● Your goal: Your task is to repeat the entries exactly from their first line through the line with "2px #769889) drop-shadow(0", and to stop there.

[Stored records]
● ● ● ● ●
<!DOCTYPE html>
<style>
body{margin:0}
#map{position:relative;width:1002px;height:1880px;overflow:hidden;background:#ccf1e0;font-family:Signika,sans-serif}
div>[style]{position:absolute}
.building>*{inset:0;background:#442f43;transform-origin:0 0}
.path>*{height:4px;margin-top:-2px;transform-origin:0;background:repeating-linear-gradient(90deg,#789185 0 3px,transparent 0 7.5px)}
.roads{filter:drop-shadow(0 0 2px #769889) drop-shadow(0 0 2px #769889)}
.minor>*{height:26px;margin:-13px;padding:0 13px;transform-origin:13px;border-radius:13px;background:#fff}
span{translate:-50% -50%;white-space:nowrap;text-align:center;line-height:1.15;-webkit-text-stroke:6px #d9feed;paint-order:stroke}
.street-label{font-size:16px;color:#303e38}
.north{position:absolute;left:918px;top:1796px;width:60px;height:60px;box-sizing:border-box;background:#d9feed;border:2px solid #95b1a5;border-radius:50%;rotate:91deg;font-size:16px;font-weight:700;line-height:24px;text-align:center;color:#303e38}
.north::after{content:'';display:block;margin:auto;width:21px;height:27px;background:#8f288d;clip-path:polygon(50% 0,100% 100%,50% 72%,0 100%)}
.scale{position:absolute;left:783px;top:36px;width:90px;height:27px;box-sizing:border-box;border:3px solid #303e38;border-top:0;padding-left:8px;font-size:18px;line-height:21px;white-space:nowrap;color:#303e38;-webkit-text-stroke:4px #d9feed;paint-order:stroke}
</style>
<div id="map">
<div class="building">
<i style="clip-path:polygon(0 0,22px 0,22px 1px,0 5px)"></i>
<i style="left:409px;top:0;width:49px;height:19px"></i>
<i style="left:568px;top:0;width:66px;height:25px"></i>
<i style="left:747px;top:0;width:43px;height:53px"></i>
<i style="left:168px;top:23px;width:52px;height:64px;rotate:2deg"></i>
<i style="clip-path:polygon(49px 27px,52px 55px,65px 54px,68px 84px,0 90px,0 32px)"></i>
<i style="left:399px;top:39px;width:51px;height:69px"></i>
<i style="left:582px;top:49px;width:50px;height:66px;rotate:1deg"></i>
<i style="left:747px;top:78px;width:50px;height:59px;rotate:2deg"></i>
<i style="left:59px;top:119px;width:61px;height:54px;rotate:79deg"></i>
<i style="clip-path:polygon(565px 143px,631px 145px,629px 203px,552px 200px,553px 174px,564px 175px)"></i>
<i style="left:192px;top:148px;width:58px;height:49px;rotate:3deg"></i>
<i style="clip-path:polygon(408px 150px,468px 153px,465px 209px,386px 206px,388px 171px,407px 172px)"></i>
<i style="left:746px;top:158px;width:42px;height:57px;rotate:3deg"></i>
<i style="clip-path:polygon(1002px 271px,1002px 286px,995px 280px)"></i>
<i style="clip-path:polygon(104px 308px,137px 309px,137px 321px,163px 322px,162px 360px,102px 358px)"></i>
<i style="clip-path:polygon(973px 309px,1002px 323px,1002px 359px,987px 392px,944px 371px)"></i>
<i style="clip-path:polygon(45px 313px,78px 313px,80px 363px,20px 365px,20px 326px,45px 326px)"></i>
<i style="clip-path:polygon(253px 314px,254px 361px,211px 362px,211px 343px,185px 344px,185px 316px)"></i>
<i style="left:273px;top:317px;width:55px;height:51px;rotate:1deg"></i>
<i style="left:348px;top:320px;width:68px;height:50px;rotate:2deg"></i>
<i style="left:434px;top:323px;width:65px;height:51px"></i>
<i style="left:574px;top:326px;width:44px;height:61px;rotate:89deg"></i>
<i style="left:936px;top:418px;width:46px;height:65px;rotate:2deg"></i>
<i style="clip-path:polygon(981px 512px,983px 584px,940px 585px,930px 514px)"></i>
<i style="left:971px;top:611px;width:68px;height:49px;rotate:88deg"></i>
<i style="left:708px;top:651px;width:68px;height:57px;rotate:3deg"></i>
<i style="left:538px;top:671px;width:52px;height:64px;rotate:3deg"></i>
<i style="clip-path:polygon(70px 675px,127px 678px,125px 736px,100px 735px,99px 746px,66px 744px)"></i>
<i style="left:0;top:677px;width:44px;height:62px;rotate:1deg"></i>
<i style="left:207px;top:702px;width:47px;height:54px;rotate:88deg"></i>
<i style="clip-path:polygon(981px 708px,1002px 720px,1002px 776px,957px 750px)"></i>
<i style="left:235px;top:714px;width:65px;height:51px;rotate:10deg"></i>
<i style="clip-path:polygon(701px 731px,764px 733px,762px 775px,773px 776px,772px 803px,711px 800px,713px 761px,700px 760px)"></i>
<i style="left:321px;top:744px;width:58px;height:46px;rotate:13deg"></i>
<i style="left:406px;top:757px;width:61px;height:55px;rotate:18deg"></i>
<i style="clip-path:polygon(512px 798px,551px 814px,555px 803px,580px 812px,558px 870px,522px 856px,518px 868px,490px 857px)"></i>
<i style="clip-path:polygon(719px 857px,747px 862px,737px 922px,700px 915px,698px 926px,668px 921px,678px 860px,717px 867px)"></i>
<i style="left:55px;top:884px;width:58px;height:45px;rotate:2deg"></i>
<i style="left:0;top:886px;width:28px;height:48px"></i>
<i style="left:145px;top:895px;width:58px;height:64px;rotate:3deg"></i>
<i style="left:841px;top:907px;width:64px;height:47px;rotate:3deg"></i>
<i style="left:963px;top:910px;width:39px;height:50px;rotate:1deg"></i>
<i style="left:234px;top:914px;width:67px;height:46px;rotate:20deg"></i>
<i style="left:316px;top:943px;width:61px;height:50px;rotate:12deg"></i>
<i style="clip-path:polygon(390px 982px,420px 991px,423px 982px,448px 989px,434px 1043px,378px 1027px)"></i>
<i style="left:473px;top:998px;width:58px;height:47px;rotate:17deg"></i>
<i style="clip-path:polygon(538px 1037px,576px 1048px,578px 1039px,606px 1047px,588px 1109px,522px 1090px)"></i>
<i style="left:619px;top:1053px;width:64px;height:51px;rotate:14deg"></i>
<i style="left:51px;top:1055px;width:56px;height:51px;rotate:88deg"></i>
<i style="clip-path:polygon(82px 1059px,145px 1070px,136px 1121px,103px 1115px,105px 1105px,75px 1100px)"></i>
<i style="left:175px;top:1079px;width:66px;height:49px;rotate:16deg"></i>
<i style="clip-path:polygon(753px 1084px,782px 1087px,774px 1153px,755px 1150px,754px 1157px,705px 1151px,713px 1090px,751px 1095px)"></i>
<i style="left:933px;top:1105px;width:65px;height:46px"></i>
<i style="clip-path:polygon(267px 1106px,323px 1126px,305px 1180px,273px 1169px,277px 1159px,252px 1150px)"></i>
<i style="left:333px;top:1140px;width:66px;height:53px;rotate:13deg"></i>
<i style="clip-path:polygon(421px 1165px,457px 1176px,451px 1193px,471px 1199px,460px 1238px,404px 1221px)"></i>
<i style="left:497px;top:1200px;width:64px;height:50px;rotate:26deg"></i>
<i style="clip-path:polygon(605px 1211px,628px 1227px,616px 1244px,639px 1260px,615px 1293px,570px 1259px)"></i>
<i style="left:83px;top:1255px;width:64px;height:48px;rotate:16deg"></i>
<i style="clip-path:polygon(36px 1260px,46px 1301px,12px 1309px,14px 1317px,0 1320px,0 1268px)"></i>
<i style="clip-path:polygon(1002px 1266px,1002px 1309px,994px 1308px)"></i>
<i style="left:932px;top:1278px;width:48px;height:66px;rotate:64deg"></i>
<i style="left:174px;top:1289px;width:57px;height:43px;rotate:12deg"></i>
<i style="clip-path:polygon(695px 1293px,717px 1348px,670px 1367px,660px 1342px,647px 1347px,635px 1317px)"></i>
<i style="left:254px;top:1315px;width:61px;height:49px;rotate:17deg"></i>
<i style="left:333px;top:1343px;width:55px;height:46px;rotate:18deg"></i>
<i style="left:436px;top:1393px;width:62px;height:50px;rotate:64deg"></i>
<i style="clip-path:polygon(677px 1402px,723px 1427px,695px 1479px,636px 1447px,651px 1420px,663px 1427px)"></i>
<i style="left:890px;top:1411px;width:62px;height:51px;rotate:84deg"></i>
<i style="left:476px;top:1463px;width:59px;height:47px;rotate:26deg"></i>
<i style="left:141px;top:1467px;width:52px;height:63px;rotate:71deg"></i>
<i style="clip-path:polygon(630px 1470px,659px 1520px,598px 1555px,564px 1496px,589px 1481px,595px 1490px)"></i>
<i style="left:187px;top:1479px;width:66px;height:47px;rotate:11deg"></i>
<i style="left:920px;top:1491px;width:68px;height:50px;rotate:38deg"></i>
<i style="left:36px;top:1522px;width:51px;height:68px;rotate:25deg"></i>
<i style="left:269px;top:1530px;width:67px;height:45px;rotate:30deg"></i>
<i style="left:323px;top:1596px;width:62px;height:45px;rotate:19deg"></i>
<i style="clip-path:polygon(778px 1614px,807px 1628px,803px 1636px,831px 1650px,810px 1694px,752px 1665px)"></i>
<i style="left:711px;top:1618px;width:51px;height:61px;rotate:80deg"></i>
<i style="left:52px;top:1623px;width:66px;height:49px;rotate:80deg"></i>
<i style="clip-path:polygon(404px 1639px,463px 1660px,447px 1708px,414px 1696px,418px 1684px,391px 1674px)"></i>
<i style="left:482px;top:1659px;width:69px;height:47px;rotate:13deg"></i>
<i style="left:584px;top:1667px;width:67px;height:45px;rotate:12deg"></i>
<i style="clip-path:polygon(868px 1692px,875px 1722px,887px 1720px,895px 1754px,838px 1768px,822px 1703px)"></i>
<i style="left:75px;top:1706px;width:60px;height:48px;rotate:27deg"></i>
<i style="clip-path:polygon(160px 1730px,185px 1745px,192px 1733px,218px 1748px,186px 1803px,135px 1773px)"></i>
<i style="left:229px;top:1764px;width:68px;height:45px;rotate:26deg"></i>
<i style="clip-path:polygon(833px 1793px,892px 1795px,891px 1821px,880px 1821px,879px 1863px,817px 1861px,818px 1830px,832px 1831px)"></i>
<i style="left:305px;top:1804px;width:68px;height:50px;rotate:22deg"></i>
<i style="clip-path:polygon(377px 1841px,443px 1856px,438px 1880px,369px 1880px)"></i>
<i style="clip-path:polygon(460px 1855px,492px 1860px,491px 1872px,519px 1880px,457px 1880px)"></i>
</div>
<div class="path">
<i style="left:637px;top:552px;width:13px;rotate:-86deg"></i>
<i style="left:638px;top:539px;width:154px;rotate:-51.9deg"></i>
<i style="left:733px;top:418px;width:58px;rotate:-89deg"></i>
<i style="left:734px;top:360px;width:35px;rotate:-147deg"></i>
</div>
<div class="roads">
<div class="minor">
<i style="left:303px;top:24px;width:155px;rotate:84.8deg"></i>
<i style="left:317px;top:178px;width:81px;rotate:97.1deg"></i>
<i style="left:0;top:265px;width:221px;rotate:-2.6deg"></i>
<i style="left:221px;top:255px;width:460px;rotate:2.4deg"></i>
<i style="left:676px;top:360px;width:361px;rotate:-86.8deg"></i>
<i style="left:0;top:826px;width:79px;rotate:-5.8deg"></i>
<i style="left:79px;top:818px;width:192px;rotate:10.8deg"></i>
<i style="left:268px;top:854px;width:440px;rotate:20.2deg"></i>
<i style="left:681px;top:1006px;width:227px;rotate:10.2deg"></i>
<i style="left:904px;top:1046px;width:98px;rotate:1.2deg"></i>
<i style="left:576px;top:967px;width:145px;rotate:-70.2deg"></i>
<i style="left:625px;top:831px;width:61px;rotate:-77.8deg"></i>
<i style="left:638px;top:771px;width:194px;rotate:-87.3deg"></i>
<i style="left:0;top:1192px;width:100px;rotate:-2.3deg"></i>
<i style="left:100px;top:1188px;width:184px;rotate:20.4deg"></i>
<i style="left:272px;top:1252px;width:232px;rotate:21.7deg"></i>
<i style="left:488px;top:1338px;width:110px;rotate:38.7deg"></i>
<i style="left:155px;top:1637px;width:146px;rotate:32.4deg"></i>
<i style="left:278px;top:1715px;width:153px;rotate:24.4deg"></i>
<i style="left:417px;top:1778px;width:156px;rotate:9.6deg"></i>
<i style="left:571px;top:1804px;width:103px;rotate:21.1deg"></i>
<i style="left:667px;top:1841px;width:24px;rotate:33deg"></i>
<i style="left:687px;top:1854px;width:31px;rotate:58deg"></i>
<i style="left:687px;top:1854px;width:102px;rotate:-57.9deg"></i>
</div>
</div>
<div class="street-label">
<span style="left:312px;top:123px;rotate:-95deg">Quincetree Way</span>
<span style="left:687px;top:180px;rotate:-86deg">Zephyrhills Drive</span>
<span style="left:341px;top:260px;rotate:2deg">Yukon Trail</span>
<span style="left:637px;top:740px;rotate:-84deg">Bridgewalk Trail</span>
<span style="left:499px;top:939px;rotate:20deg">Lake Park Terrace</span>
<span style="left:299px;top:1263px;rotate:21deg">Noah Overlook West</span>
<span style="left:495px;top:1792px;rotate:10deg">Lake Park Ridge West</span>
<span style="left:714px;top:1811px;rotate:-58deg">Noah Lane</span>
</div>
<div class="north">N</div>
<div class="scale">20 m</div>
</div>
● ● ● ● ●
● Solved problem:
<!DOCTYPE html>
<style>
body{margin:0}
#map{position:relative;width:1002px;height:1880px;overflow:hidden;background:#ccf1e0;font-family:Signika,sans-serif}
div>[style]{position:absolute}
.building>*{inset:0;background:#442f43;transform-origin:0 0}
.path>*{height:4px;margin-top:-2px;transform-origin:0;background:repeating-linear-gradient(90deg,#789185 0 3px,transparent 0 7.5px)}
.roads{filter:drop-shadow(0 0 2px #769889) drop-shadow(0 0 2px #769889)}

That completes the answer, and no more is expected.